What you will do: Only the lines from the one containing "Task: Serialize what" through the end of the entries should be repeated, exactly as they appear, first and last included.

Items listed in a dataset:

-------

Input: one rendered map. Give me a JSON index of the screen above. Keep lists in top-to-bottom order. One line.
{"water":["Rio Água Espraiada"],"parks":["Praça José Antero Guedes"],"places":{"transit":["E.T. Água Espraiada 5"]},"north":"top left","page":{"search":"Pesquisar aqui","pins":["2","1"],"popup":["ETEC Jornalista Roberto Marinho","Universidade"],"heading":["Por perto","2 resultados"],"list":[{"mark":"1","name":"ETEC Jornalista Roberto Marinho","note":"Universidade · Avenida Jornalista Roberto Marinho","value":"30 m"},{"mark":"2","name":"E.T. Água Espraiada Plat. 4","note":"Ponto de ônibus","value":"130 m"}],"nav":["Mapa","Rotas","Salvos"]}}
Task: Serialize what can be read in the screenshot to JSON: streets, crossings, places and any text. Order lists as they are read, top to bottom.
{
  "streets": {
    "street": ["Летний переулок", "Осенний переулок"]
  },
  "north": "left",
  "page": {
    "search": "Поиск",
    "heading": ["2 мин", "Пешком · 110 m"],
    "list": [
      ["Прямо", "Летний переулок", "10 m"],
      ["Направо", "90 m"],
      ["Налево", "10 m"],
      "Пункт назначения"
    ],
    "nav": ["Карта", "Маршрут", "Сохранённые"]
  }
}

-------

Output:
Task: Serialize what can be read in the screenshot to JSON: streets, crossings, places and any text. Order lists as they are read, top to bottom.
{
  "streets": {
    "street": ["Летний переулок", "Осенний переулок"]
  },
  "north": "left",
  "page": {
    "search": "Поиск",
    "heading": ["2 мин", "Пешком · 110 m"],
    "list": [
      ["Прямо", "Летний переулок", "10 m"],
      ["Направо", "90 m"],
      ["Налево", "10 m"],
      "Пункт назначения"
    ],
    "nav": ["Карта", "Маршрут", "Сохранённые"]
  }
}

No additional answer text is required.